Abstract

Mechanical properties of a wide range of commercially-produced outerwear fabrics have been analyzed in terms of the elastic and frictional resistance to bending and shear deformations. The fabrics tested include wool and wool-synthetic blend woven fabrics, wool and textured polyester double-knits, and synthetic warp-knits; some plain single jersey knitted fabrics are also included for comparison purposes Features of the bending and shear deformation and recovery curves such as their shape, asymmetry, linearity, and degree of hysteresis are discussed for each. Finishing has an enormous effect on the bending properties of all the woven fabrics an on the knitted synthetic fabrics, although the effect is less (although still significant) for knitted wool fabrics; the frictional resistance to deformation (in both bending and shear) is always much more critically affected by finishing than is the elastic rigidity of the fabric. Statistical correlations between the elastic and frictional parameters of deformation are explained in physical terms related to the basic fabric construction.
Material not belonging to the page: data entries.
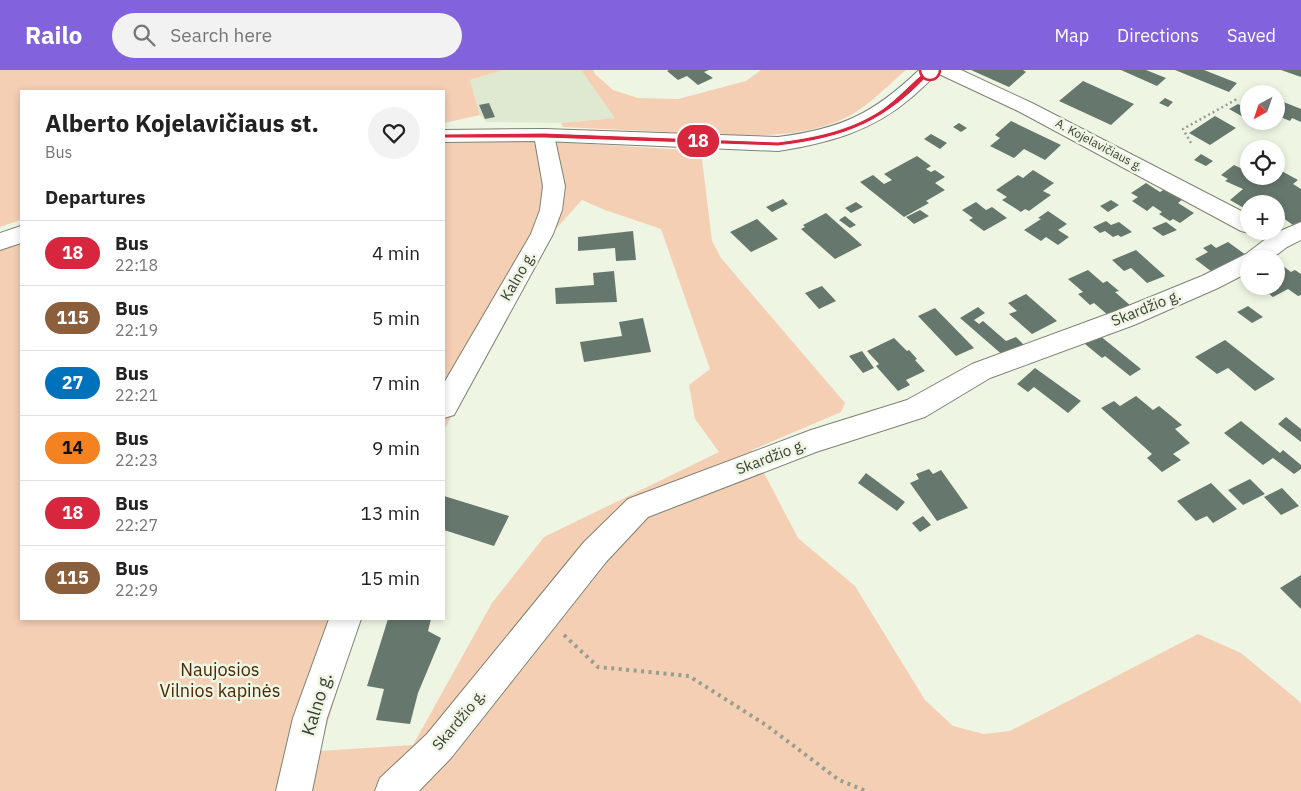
<!DOCTYPE html>
<html lang="en">
<head>
<meta charset="utf-8">
<style>
  body { margin:0; font-family:"IBM Plex Sans",sans-serif; background:#f2f2f2; color:#222; height:100vh; display:flex; flex-direction:column; font-size:19px; white-space:nowrap }
  * { box-sizing:border-box; margin:0 }
  p { font-size:16px; color:#767676 }
  .icon { flex:none; width:28px; height:28px; fill:none; stroke:currentColor; stroke-width:2; stroke-linecap:round; stroke-linejoin:round }
  .map { position:relative; flex:1; overflow:hidden }
  .drawer { position:absolute; left:20px; top:20px; width:425px; height:530px; display:flex; flex-direction:column; background:#fff; border-radius:0px; box-shadow:0 2px 8px #0003 }
  .drawer>* { flex:none }
  .badge { padding:0 10px; border-radius:16px; font-size:18px; line-height:32px }
  .needle { width:32px; rotate:220deg }
  .tools { position:absolute; left:1240px; top:15px; display:grid; gap:10px }
  .tools a { display:grid; place-items:center; width:45px; height:45px; border-radius:50%; background:#fff; box-shadow:0 2px 8px #0003; font-size:25px }
  .map>.badge { position:absolute; translate:-50% -50%; box-shadow:0 0 0 2px #fff }
  h2 { padding:0 25px; font-size:19px; line-height:45px }
  .round { display:grid; place-items:center; flex:none; width:52px; height:52px; border-radius:26px; background:#f2f2f2 }
  .head { display:flex; align-items:center; justify-content:space-between; height:85px; padding:0 25px }
  h1 { font-size:24px; font-weight:700; line-height:38px }
  ul { padding:0; list-style:none }
  li { display:flex; align-items:center; gap:15px; height:65px; padding:0 25px; border-top:1px solid #e0e0e0 }
  li div { flex:1 }
  li b { display:block; font-size:19px }
  li em { font-style:normal }
  li .badge { min-width:55px; font-weight:700; text-align:center }
  header { display:flex; align-items:center; gap:30px; box-sizing:border-box; height:70px; padding:0 25px; background:#8362dd; color:#fff }
  header strong { font-size:24px }
  nav { display:flex; gap:28px; margin-inline-start:auto; font-size:18px }
  .search { width:350px; height:45px; background:#f2f2f2; display:flex; align-items:center; gap:12px; box-sizing:border-box; padding:0 18px; border-radius:28px; color:#767676; font-size:19px }
  .map>svg:first-child { display:block }
</style>
</head>
<body>
<header>
<strong>Railo</strong>
<div class="search"><svg class="icon" aria-label="search" viewBox="0 0 24 24"><circle cx="10" cy="10" r="6"/><path d="M15 15l6 6"/></svg>Search here</div>
<nav><a>Map</a><a>Directions</a><a>Saved</a></nav>
</header>
<div class="map">
<svg width="1301" height="721" viewBox="0 0 1301 721">
  <rect width="100%" height="100%" fill="#eef6e3"/>
  <path fill="#dfe9d1" d="M504,0h77l35,48 -55,5 -75,-1 -6,-7 -10,-35z"/>
  <path fill="#f4cfb4" d="M0,0h504l-34,10 10,35 -36,8v-32h-423v129l-21,7z
    M581,0h12l2,4 18,16 25,8 40,1 68,-18 15,-11h145c-20,17 -39,38 -63,49 -49,22 -106,16 -158,14 -41,-2 -81,-4 -122,-6l-2,-4 54,-5z
    M482,72h75l144,9 11,90 9,17 124,145 -4,9 -89,38 46,88 57,48 70,114 28,26 31,8 26,-3 188,-97 43,19 58,48 2,3v87h-1301v-541l21,-7v376h338l-40,132 94,-6 79,-142 52,-66 175,-85 -24,-33 -6,-34 21,-16 -49,-140 -56,-19 -23,-10 -29,32 -109,198v-287z"/>
  <path fill="#66786d" d="M669,0h40l-5,2 9,6 -15,7 -11,-9 -9,4 -11,-9z
    M971,0h52l3,2 -17,15z
    M1121,0h25l20,8 -9,8z
    M1175,0h29l33,13 -8,9z
    M1281,0h20v7z
    M1083,11l51,23 -23,21 -52,-24z
    M1165,28l8,4 -5,5 -9,-4z
    M1276,29l25,10v13l-9,-4 -2,3 -12,-5 2,-3 -4,-1z
    M489,33l6,14 -10,2 -6,-14z
    M1238,34l11,6v5l-4,3 -16,-9z
    M1215,46l21,12 -26,17 -21,-12z
    M1011,51l50,24 -16,15 -21,-11 -10,9 -24,-12 10,-8 -5,-3z
    M959,53l8,5 -6,4 -8,-5z
    M931,64l16,9 -7,6 -16,-10z
    M1201,84l12,7 -7,5 -12,-6z
    M917,86l14,10 -5,3 5,3 4,-2 10,7 -10,6 10,7 -19,11 3,2 -25,14 -44,-35 13,-7 11,9 8,-4 -8,-6z
    M1234,95l15,7v4h27v-8l22,12 -5,4 8,5v33l-8,3 -17,-12v-9h-27v7l-19,-11 13,-11 -18,-8 3,-2 -7,-4z
    M1033,100l21,13 -11,8 8,4 -22,16 -4,-2 -4,3 -19,-12 5,-3 -11,-7 22,-15 5,3z
    M1146,113l14,9 5,-3 18,10 -5,4 16,10 -14,10 -7,-4 -3,2 -11,-7 3,-2 -9,-6 -6,5 -15,-10 6,-4 -7,-4z
    M783,129l5,5 -16,8 -6,-5z
    M1111,130l8,5 -11,7 -8,-6z
    M856,132l7,5 -12,6 -6,-5z
    M976,132l10,8 6,-3 15,11 -23,13 -15,-11 4,-2 -11,-8z
    M920,140l9,6 -15,8 -8,-7z
    M1048,141l19,13 -9,6 11,7 -11,8 -12,-8 -5,4 -17,-11 17,-11 -3,-1z
    M826,143l36,32 -27,14 -34,-30 4,-2 -2,-2z
    M845,146l11,9 -6,3 -11,-8z
    M757,149l21,20 -27,13 -21,-20z
    M1106,151l5,4 8,-3 13,10 -11,5 -3,-2 -5,2 -8,-6 -5,2 -7,-6z
    M1166,152l11,8 -14,6 -11,-8z
    M633,161l3,29 -20,1 -1,-13 -37,3v-14z
    M1228,172l18,13 -34,17 -17,-13 13,-7 -5,-4 8,-4 5,4z
    M1136,180l29,26 -18,7 -16,-15 -7,3 -12,-11z
    M1283,196l8,6 4,-2 6,4v21l-3,1 -10,-7 -15,8 -14,-11h17v-17z
    M1088,200l15,13 4,-2 12,10 -4,1 16,14 -22,10 -15,-13 -4,2 -12,-11 5,-2 -15,-13z
    M614,201l3,31 -61,2 -1,-16 39,-3 -1,-12z
    M822,216l14,15 -17,8 -14,-16z
    M1026,224l31,27 -25,13 -23,-20 8,-3 -9,-8z
    M1248,236l15,11 -11,6 -15,-11z
    M978,237l7,6 -11,7 5,4 4,-3 23,20 10,-4 10,10 -21,10 -45,-39z
    M935,238l39,40 -18,8 -38,-40z
    M643,248l8,34 -67,10 -4,-20 42,-6 -3,-14z
    M1099,265l42,34 -11,7 -25,-20 -3,2 -17,-14z
    M894,268l13,13 2,-1 8,9 -2,1 10,11 -19,9 4,5 -12,6 -22,-25 3,-2 -12,-13z
    M1225,270l50,39 -20,12 -27,-23 -11,6 -22,-17z
    M862,281l12,17 -11,5 -14,-17z
    M1035,298l46,33 -13,12 -34,-26 -6,5 -11,-8z
    M1136,326l17,14 6,-4 23,19 -7,4 15,14 -17,11 8,6 -19,12 -15,-14 5,-4 -51,-46 13,-7 6,5z
    M1286,347l15,12v13l-23,-18z
    M1241,351l39,32 3,-3 18,15v4l-7,5 -21,-16 -10,7 -39,-32z
    M929,399l4,5 8,-4 27,38 -31,13 -27,-38 9,-4 -3,-5z
    M866,403l39,29 -8,9 -39,-28z
    M1250,409l15,15 -22,11 -15,-15z
    M1211,413l26,26 -24,14 -6,-7 -11,5 -19,-20z
    M1282,418l17,18 -18,9 -17,-18z
    M444,426l65,20 -15,30 -50,-16z
    M923,446l8,9 -11,7 -8,-9z
    M1301,505v34l-21,-21z
    M388,549h43l-3,12 13,7 -23,55 -8,31 -34,-4 8,-31 -17,-3z"/>
  <g fill="none" stroke-linecap="round" stroke-linejoin="round">
    <defs>
      <path id="minor" d="M937,0h24l73,34 215,111v16h6l-6,2 -8,-2 -221,-119 -81,-38z
        M544,59l7,1 3,5 11,51 -3,24 -9,24 -99,181 -10,3v-35l87,-149 9,-24 3,-24 -9,-51 3,-5z
        M1301,152v18l-14,7 -16,12h-22v13l-31,16 -84,37 -144,53 -65,39 -109,35 -168,65 -42,45 -155,196 -32,33h-44l5,-13 47,-44 157,-192 44,-43 183,-69 96,-30 65,-36 144,-53 86,-35 44,-22 25,-19z
        M329,549h32l-34,99 -15,73h-36l17,-73z"/>
      <path id="major" d="M919,0h20c-7,10 -18,19 -27,27 -39,34 -83,46 -134,54l-234,-10 -100,1v-12l100,-1 234,8c63,-8 95,-23 141,-67z
        M21,156v17l-21,7v-17z"/>
    </defs>
    <use href="#minor" stroke="#7c8372" stroke-width="2"/>
    <use href="#major" stroke="#7c8372" stroke-width="2"/>
    <path stroke="#979d8f" stroke-width="2.5" stroke-dasharray="2 3" stroke-linecap="butt" d="M1191,73l-8,-14 54,-30"/>
    <path stroke="#979d8f" stroke-width="4" stroke-dasharray="3 4.5" stroke-linecap="butt" d="M564,565l34,32 91,9 77,49 73,55 27,11"/>
    <use href="#minor" fill="#fff" fill-rule="evenodd"/>
    <use href="#major" fill="#fff" fill-rule="evenodd"/>
  </g>
  <path fill="#d7263d" stroke="#fff" d="M927,0h6c-47,52 -87,68 -155,76l-234,-8h-100l-4,-2 4,-2 100,-1 234,9c38,-5 74,-12 106,-34 15,-11 29,-27 43,-38z"/>
  <circle fill="#fff" stroke="#d7263d" stroke-width="2.5" cx="930" cy="0" r="10"/>
  <g text-anchor="middle" stroke-width="5" stroke-linejoin="round" paint-order="stroke">
    <g font-size="12" fill="#3a3e36" stroke="#eef6e3">
      <text transform="translate(1099 75) rotate(28)" y="4">A. Kojelavičiaus g.</text>
    </g>
    <g font-size="15" fill="#3a3e36" stroke="#eef6e3">
      <text transform="translate(518 206) rotate(-60)" y="5">Kalno g.</text>
      <text transform="translate(1146 238) rotate(-22)" y="5">Skardžio g.</text>
      <text transform="translate(771 387) rotate(-21)" y="5">Skardžio g.</text>
      <text transform="translate(459 650) rotate(-50)" y="5">Skardžio g.</text>
    </g>
    <g font-size="18" fill="#4c2804" stroke="#eef6e3">
      <text x="220" y="606">Naujosios<tspan x="220" dy="21">Vilnios kapinės</tspan></text>
    </g>
    <g font-size="18" fill="#3a3e36" stroke="#eef6e3">
      <text transform="translate(317 634) rotate(-73)" y="6">Kalno g.</text>
    </g>
  </g>
</svg>
<div class="tools">
<a><svg class="needle" viewBox="-14 -14 28 28"><path d="M0-13l5 13h-10z" fill="#e53935"/><path d="M0 13l5-13h-10z" fill="#767676"/></svg></a>
<a><svg class="icon" aria-label="locate" viewBox="0 0 24 24"><circle cx="12" cy="12" r="6"/><path d="M12 2v4M12 18v4M2 12h4M18 12h4"/></svg></a>
<a>+</a>
<a>−</a>
</div>
<b class="badge" style="left:698px;top:71px;background:#d7263d;color:#fff">18</b>
<section class="drawer">
<div class="head"><div><h1>Alberto Kojelavičiaus st.</h1><p>Bus</p></div><a class="round"><svg class="icon" aria-label="heart" viewBox="0 0 24 24"><path d="M12 20l-8-8c-3-5 5-10 8-4 3-6 11-1 8 4z"/></svg></a></div>
<h2>Departures</h2>
<ul>
<li><span class="badge" style="background:#d7263d;color:#fff">18</span><div><b>Bus</b><p>22:18</p></div><em>4 min</em></li>
<li><span class="badge" style="background:#8b5e3c;color:#fff">115</span><div><b>Bus</b><p>22:19</p></div><em>5 min</em></li>
<li><span class="badge" style="background:#0072bc;color:#fff">27</span><div><b>Bus</b><p>22:21</p></div><em>7 min</em></li>
<li><span class="badge" style="background:#f58220;color:#111">14</span><div><b>Bus</b><p>22:23</p></div><em>9 min</em></li>
<li><span class="badge" style="background:#d7263d;color:#fff">18</span><div><b>Bus</b><p>22:27</p></div><em>13 min</em></li>
<li><span class="badge" style="background:#8b5e3c;color:#fff">115</span><div><b>Bus</b><p>22:29</p></div><em>15 min</em></li>
</ul>
</section>
</div>
</body>
</html>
Fabric bending properties are shown to depend largely on fabric thickness and other constructional variables, but shear properties show much less systematic variation with such parameters and are largely determined by the type of fabric construction itself. The effect of finishing is also much less for shear than for bending, particularly in the case of knitted structures. The frictional resistance to bending and shear deformations may be used to construct a two-dimensional fabric chart in which each group of fabrics falls into a separate area according to fabric structure and fiber type. This chart may be related to such fabric characteristics as tailorability, drape, and handle.